> [Task requirements] Copy out the first line of the listing and every line after it, exactly, until you have copied the line containing "0 10px,transparent 0".

************

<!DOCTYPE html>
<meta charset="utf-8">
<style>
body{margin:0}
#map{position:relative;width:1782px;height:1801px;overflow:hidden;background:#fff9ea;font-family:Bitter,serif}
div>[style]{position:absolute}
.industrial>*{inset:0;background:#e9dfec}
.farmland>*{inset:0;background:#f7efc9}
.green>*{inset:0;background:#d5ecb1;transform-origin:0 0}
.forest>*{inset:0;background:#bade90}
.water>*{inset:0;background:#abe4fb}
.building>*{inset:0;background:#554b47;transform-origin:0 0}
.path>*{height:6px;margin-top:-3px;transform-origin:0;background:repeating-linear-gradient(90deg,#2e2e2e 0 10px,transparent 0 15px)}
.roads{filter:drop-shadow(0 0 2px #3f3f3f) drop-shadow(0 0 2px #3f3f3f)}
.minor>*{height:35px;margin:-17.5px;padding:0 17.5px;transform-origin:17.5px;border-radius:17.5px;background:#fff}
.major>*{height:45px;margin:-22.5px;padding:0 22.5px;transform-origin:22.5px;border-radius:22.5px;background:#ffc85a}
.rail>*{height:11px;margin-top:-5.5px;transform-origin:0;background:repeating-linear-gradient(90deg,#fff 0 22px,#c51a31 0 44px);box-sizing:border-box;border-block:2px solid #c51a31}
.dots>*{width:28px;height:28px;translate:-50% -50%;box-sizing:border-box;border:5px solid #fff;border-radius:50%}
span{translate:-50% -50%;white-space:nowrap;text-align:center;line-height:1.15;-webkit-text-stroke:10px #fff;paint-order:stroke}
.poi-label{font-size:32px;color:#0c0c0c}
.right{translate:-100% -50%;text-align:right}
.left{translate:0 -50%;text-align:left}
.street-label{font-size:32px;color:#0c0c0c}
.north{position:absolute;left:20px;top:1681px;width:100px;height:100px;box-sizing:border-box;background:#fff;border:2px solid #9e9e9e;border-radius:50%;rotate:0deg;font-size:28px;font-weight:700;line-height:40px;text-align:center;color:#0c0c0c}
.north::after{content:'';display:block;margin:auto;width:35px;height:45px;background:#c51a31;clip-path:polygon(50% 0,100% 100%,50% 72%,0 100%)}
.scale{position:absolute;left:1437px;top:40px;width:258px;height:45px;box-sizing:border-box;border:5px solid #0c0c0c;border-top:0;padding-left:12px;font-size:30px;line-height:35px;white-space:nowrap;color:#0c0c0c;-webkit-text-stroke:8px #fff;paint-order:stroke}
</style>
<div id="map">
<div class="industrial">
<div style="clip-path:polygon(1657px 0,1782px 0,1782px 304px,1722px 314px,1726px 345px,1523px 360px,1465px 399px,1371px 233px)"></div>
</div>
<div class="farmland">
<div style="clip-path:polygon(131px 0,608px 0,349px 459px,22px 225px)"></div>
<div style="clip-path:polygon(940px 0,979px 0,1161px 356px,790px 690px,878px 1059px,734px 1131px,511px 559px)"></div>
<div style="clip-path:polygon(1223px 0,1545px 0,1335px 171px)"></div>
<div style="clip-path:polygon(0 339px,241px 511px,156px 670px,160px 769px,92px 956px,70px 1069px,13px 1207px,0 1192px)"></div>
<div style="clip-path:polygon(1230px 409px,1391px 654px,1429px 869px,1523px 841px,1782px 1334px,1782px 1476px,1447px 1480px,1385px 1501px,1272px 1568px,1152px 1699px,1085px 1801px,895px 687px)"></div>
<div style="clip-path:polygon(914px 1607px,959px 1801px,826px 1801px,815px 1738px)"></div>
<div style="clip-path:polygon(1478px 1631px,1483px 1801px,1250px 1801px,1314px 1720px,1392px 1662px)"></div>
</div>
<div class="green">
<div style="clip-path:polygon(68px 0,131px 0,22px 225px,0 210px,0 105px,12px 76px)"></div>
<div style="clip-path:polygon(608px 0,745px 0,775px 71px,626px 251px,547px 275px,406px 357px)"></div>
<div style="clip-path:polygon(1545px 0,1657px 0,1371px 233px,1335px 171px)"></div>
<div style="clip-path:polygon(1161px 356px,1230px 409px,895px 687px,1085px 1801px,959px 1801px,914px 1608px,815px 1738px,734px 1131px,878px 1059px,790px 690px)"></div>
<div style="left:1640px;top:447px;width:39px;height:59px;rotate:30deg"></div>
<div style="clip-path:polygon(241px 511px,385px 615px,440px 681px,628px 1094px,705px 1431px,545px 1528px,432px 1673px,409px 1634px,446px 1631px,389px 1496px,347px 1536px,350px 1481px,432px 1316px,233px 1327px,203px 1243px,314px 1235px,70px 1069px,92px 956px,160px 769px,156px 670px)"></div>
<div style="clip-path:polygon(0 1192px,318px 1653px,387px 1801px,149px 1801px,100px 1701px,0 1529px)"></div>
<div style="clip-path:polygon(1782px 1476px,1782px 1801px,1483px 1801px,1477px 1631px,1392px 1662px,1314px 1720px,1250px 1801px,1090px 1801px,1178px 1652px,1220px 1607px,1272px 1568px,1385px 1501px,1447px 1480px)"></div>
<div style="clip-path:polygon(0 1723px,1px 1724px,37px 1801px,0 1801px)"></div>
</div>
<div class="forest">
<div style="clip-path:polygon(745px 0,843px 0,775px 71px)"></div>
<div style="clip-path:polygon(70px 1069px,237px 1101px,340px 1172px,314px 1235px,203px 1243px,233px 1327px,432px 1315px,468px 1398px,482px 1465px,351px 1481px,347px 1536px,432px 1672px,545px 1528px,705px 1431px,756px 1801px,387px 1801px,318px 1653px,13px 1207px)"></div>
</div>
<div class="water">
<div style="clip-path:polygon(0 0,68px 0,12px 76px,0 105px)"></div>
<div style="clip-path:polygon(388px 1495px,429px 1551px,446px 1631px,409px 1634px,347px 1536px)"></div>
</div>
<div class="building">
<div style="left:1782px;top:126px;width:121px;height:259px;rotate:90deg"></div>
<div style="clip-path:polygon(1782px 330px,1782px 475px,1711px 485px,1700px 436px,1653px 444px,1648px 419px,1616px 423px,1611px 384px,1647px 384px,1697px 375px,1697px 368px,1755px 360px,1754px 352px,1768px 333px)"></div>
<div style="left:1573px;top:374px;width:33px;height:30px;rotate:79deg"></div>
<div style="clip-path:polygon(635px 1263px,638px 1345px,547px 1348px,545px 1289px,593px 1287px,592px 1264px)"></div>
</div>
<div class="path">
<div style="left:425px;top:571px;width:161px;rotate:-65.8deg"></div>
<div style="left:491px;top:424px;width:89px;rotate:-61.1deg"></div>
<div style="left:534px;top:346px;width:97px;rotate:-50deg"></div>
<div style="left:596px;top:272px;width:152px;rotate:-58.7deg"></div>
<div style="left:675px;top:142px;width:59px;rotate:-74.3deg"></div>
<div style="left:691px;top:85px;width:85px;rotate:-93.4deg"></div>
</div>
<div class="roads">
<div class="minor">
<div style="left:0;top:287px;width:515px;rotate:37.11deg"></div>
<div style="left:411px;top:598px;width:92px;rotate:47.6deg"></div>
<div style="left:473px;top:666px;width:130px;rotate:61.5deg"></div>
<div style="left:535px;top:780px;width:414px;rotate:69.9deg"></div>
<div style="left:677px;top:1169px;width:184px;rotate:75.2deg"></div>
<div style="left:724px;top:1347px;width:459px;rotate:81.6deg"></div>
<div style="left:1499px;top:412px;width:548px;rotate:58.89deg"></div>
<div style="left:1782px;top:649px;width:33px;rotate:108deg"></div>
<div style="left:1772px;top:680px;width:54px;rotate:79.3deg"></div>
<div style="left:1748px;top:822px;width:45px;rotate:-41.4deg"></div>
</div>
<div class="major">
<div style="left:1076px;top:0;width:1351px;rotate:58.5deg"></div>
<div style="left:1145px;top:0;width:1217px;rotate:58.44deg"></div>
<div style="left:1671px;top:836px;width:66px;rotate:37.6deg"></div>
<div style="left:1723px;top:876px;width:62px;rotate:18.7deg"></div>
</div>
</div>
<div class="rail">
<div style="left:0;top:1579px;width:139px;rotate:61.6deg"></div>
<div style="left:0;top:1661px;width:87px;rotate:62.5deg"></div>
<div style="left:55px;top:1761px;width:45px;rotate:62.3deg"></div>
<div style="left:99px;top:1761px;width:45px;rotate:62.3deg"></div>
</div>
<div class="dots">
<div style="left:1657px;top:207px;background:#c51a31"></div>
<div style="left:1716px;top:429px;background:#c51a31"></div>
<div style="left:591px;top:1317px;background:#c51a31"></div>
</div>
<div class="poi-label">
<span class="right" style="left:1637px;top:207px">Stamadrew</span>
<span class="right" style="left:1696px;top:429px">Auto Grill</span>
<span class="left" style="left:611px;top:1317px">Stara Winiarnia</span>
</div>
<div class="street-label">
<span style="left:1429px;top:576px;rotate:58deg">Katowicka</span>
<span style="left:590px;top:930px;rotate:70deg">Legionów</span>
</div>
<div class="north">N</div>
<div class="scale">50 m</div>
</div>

************

> [Output of the exercise]
<!DOCTYPE html>
<meta charset="utf-8">
<style>
body{margin:0}
#map{position:relative;width:1782px;height:1801px;overflow:hidden;background:#fff9ea;font-family:Bitter,serif}
div>[style]{position:absolute}
.industrial>*{inset:0;background:#e9dfec}
.farmland>*{inset:0;background:#f7efc9}
.green>*{inset:0;background:#d5ecb1;transform-origin:0 0}
.forest>*{inset:0;background:#bade90}
.water>*{inset:0;background:#abe4fb}
.building>*{inset:0;background:#554b47;transform-origin:0 0}
.path>*{height:6px;margin-top:-3px;transform-origin:0;background:repeating-linear-gradient(90deg,#2e2e2e 0 10px,transparent 0 15px)}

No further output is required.